By Andrew Schmertz
New Jersey is locking up fewer of its citizens and prison reform advocates say the state is leading the country on reducing mass incarceration.
“New Jersey has had a considerable drop in its prison population. Both in the last year, which is news that’s coming out now, but also if you look at longer term trends, New Jersey really leads the nation in terms of lowering its incarceration rate now by about 35 percent since 1999,” said Ashley Nellis of The Sentencing Project.
According to the latest data from the U.S. Justice Department, in 2015, there were about 34,000 people in jails and prisons — down nearly 4 percent.
That was among the nation’s largest drops and was ahead of the national incarceration numbers.
Nationwide, there were about 2.2 million inmates, a decline of 2.3 percent.
The drop in violent crime in the state is a key reason. And advocates say reforms in drug policy contribute as well.
“I think some of it is definitely related to our policies on the way we handle people who have substance abuse disorders and drug offenses and that really goes over a range of different areas, from how we arrest and prosecute people to also how we deal with people on parole and probation,” said Rosanne Scotti, New Jersey director of Drug Policy Alliance.
Prison reform advocates cite one disturbing trend. The Sentencing Project says that racial disparities in New Jersey prisons are among the worst in the nation.

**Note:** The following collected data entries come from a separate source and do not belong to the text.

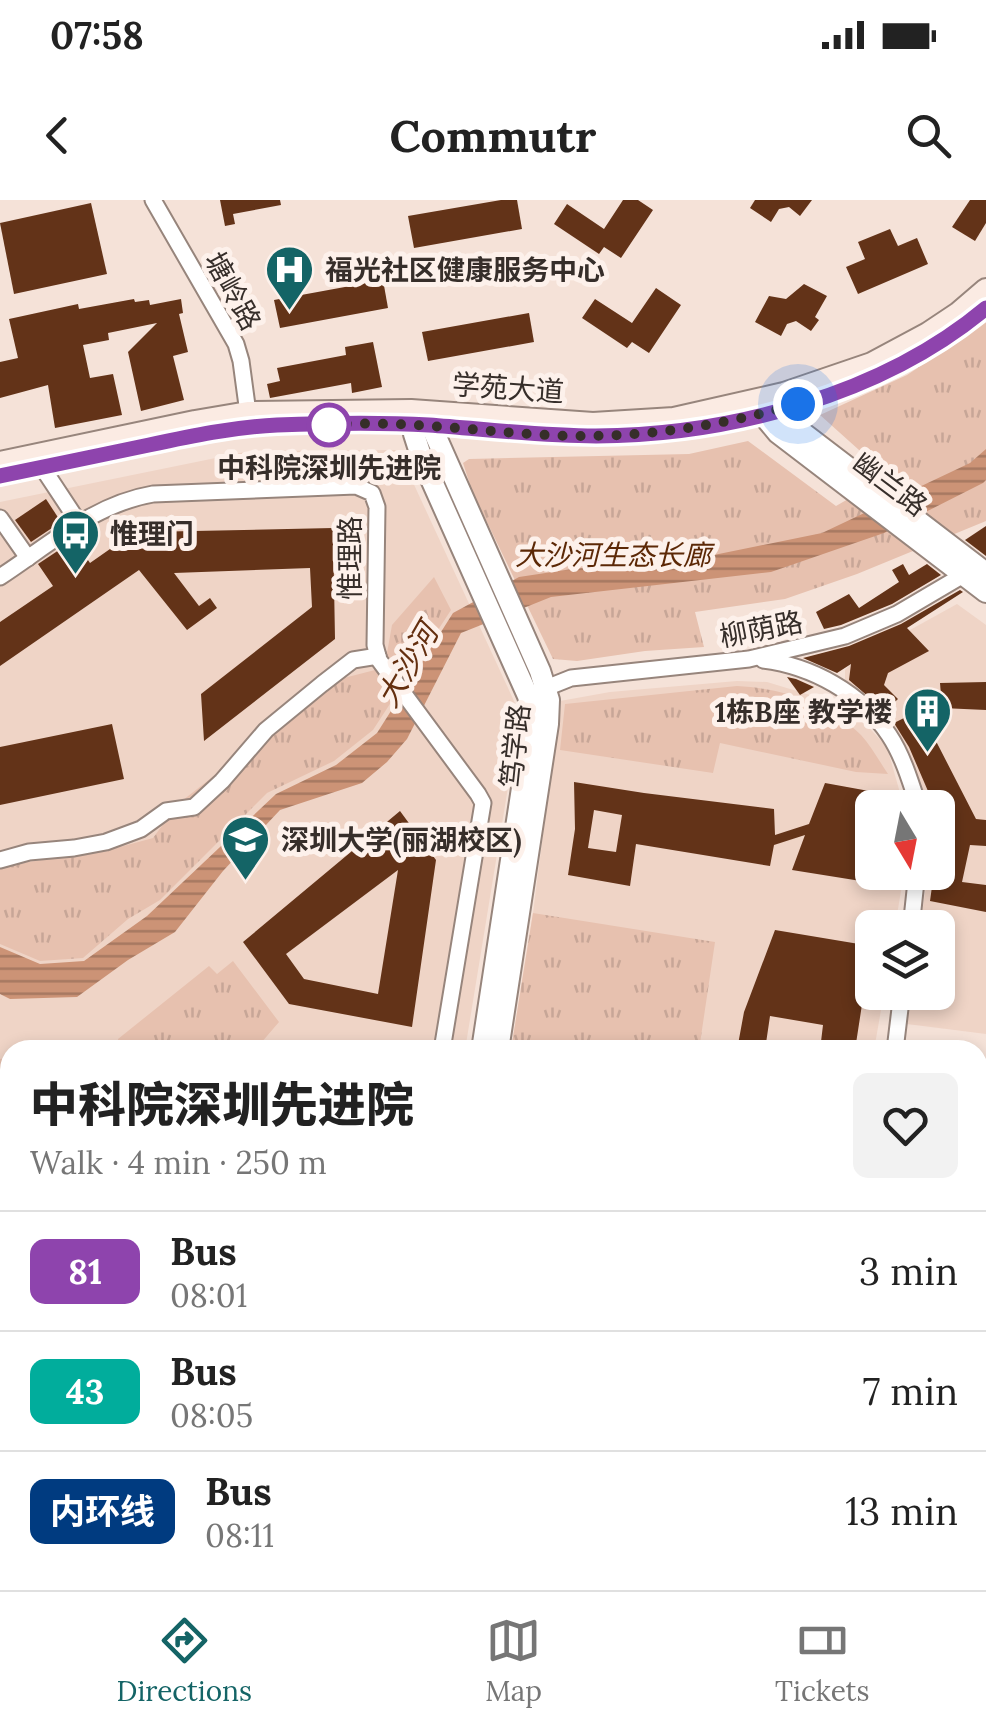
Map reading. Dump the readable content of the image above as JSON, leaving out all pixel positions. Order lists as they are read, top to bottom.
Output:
{
  "streets": {
    "main road": ["学苑大道"],
    "street": [
      "塘岭路",
      "幽兰路",
      "惟理路",
      "柳荫路",
      "笃学路"
    ]
  },
  "crossings": [
    ["塘岭路", "学苑大道"],
    ["学苑大道", "幽兰路"],
    ["学苑大道", "笃学路"],
    ["幽兰路", "柳荫路"],
    ["柳荫路", "笃学路"]
  ],
  "water": ["大沙河"],
  "parks": ["大沙河生态长廊"],
  "places": {
    "hospital": ["福光社区健康服务中心"],
    "other": ["中科院深圳先进院"],
    "bus stop": ["惟理门"],
    "building": ["1栋B座 教学楼"],
    "school or university": ["深圳大学(丽湖校区)"]
  },
  "lines": ["bus line 81"],
  "north": "bottom",
  "page": {
    "status": "07:58",
    "header": "Commutr",
    "heading": ["中科院深圳先进院", "Walk · 4 min · 250 m"],
    "list": [
      {
        "mark": "81",
        "name": "Bus",
        "note": "08:01",
        "value": "3 min"
      },
      {
        "mark": "43",
        "name": "Bus",
        "note": "08:05",
        "value": "7 min"
      },
      {
        "mark": "内环线",
        "name": "Bus",
        "note": "08:11",
        "value": "13 min"
      }
    ],
    "tabs": ["Directions", "Map", "Tickets"]
  }
}
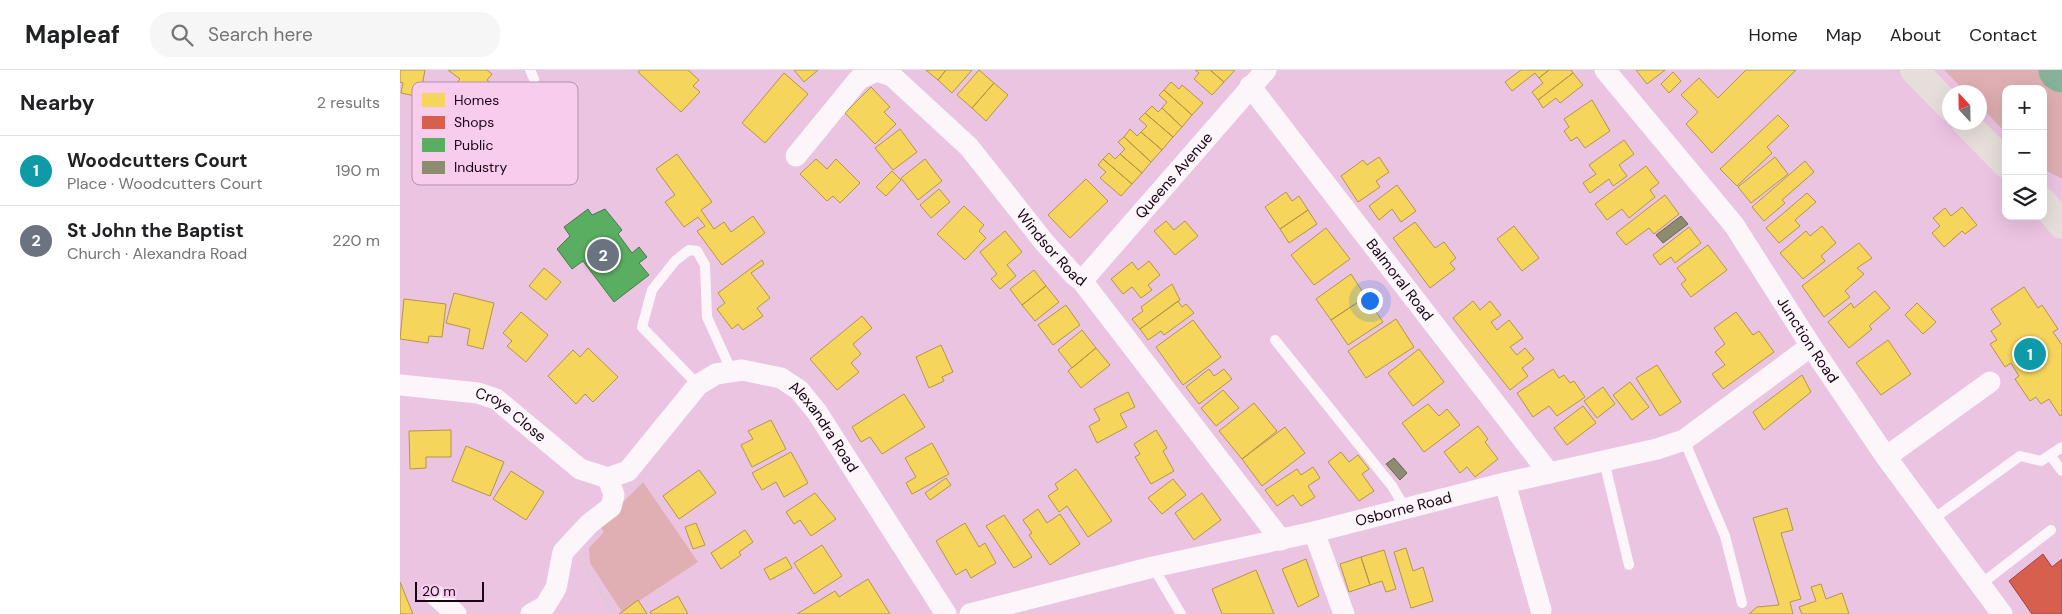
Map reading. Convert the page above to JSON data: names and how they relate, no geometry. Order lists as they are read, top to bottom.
{
  "streets": {
    "street": [
      "Queens Avenue",
      "Windsor Road",
      "Balmoral Road",
      "Junction Road",
      "Croye Close",
      "Alexandra Road",
      "Osborne Road"
    ]
  },
  "crossings": [
    ["Queens Avenue", "Windsor Road"],
    ["Queens Avenue", "Balmoral Road"],
    ["Windsor Road", "Osborne Road"],
    ["Balmoral Road", "Osborne Road"],
    ["Junction Road", "Osborne Road"],
    ["Croye Close", "Alexandra Road"]
  ],
  "legend": [
    "Homes",
    "Shops",
    "Public",
    "Industry"
  ],
  "scale_bar": "20 m",
  "north": "top",
  "page": {
    "header": "Mapleaf",
    "search": "Search here",
    "nav": [
      "Home",
      "Map",
      "About",
      "Contact"
    ],
    "heading": ["Nearby", "2 results"],
    "map_buttons": ["+", "−"],
    "list": [
      {
        "mark": "1",
        "name": "Woodcutters Court",
        "note": "Place · Woodcutters Court",
        "value": "190 m"
      },
      {
        "mark": "2",
        "name": "St John the Baptist",
        "note": "Church · Alexandra Road",
        "value": "220 m"
      }
    ],
    "pins": ["2", "1"],
    "scale": "20 m"
  }
}
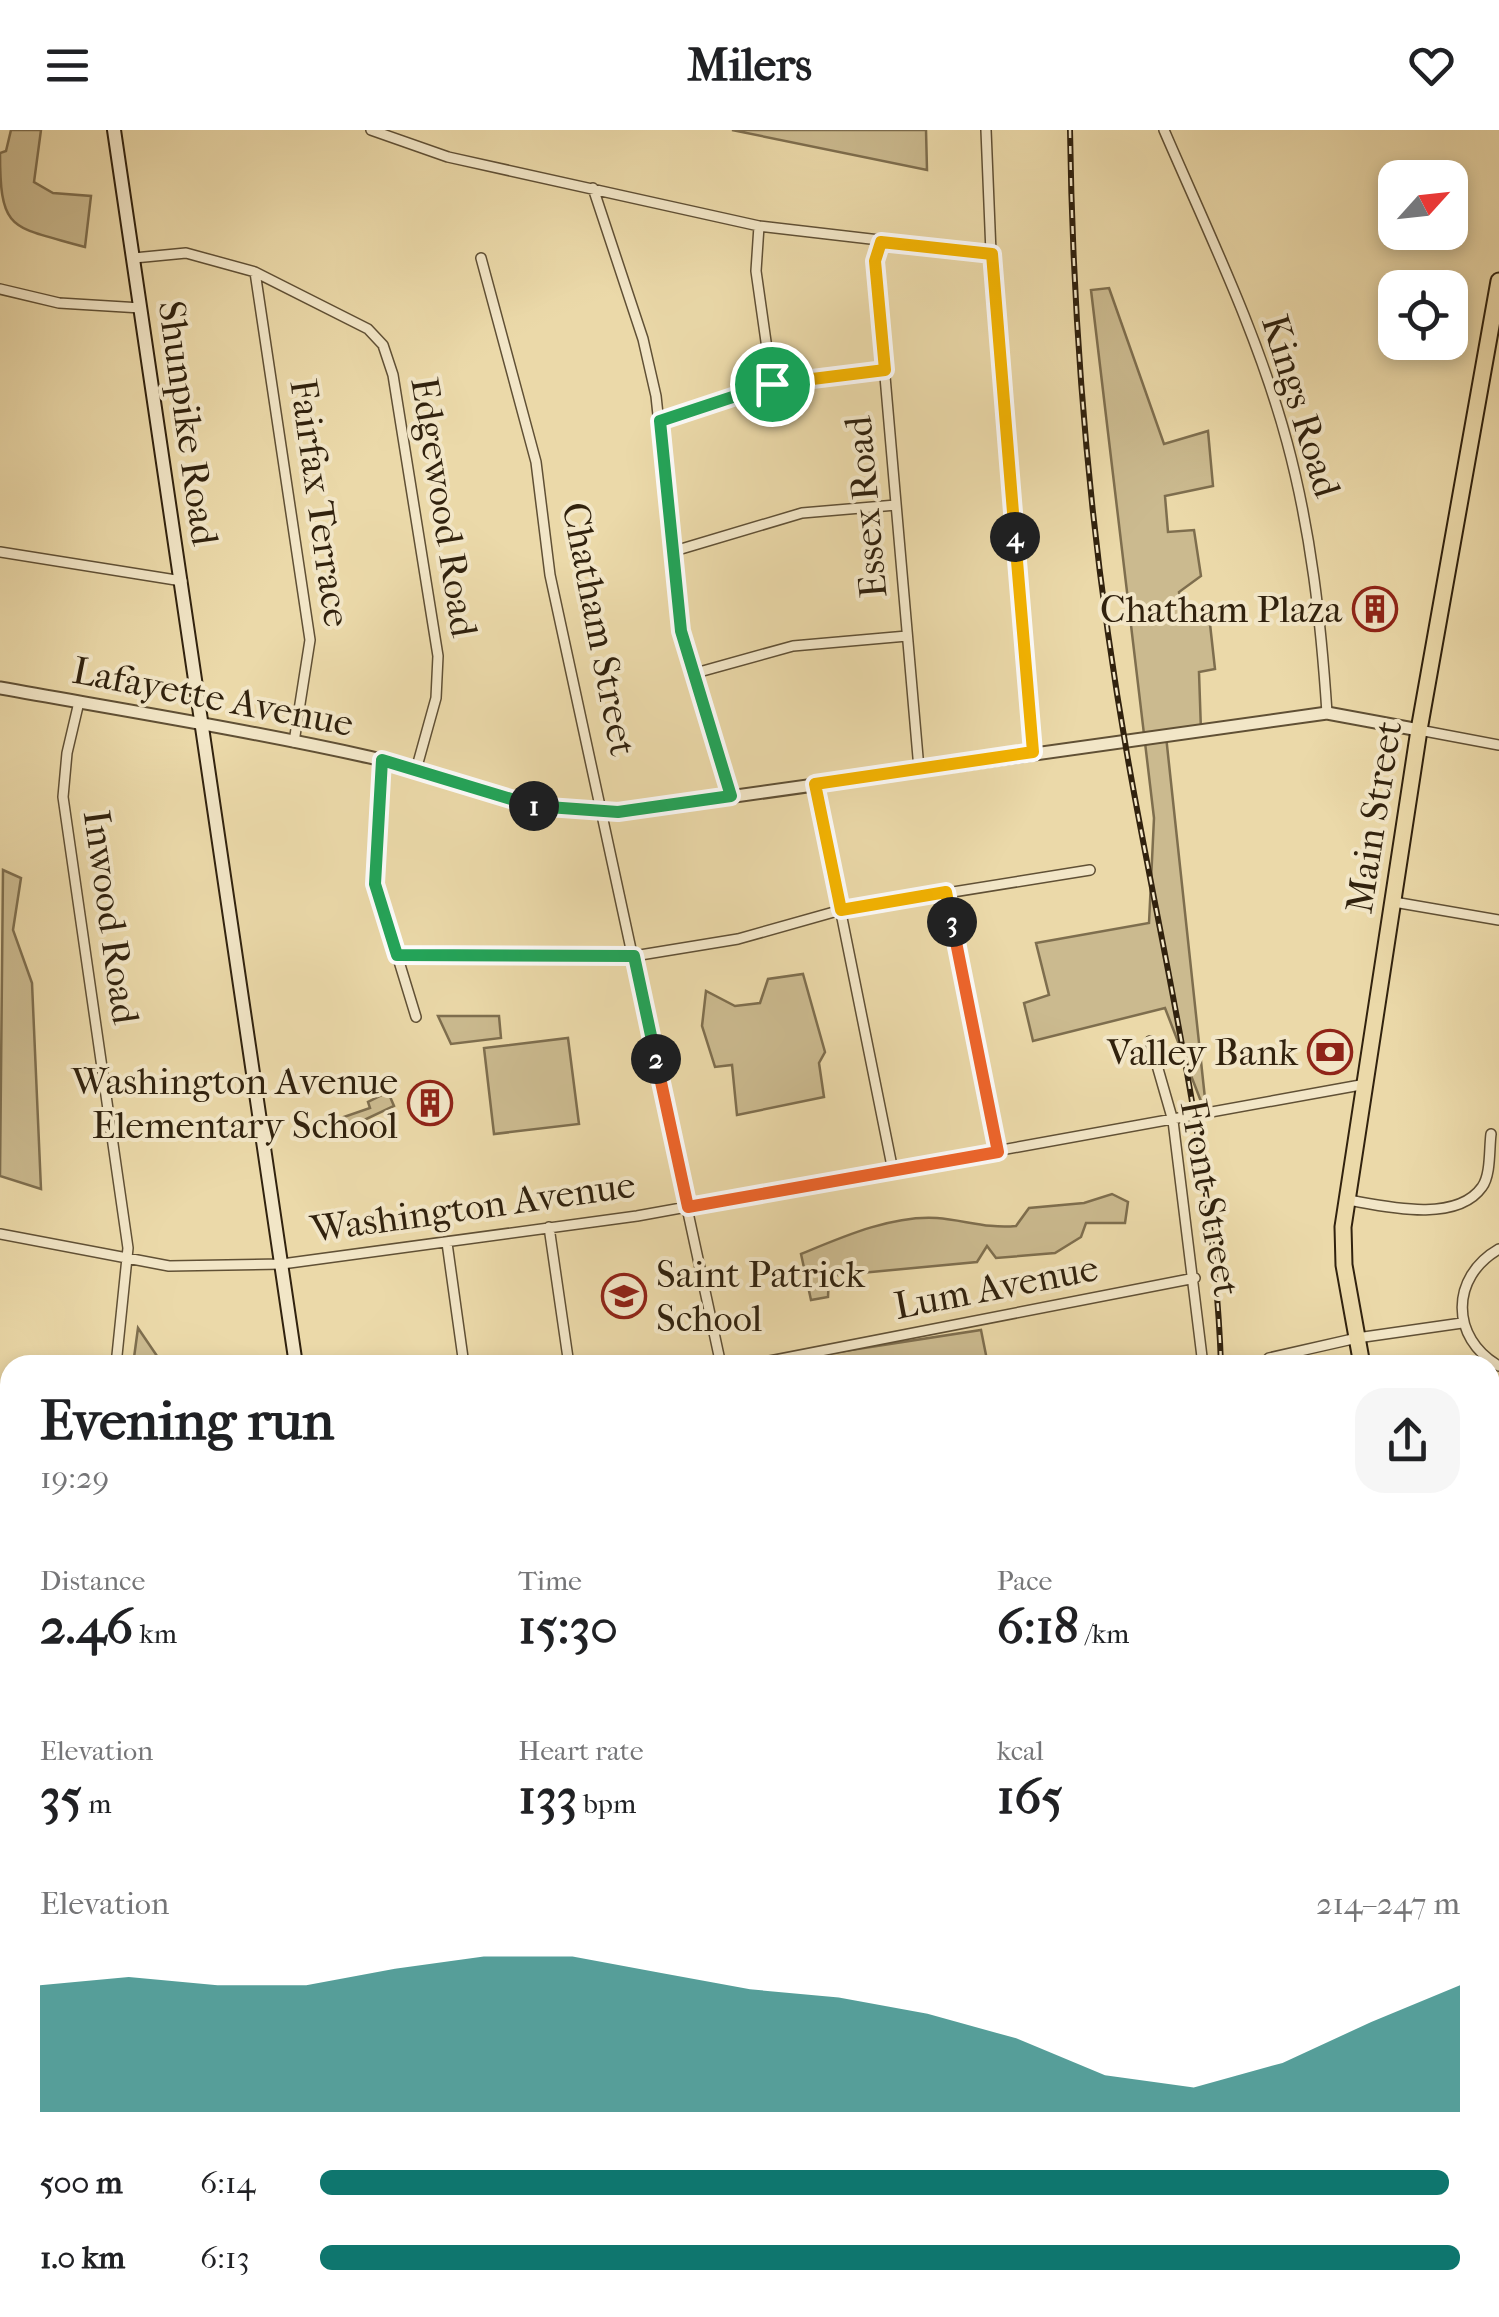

“New Jersey incarcerates blacks at a rate that’s 12 times higher than whites. Which means it’s higher than the national average by far,” Nellis said.
While fewer people are behind bars, more are on probation and parole. And that may be the result of the courts pushing jail alternatives.
“I think that one of the things people don’t look at as much, is the way we handle people once they’re on probation and particularly when they’re on parole. The state parole department has done a great job when working with people who are on parole and not doing things like violating them and re-incarcerating them for minor offenses,” Scotti said.
Bail reform goes into effect Jan. 1 and criminal justice reform is expected to continue next year.
Lawmakers are already considering parole reform, letting those who meet certain criteria get out of prison early.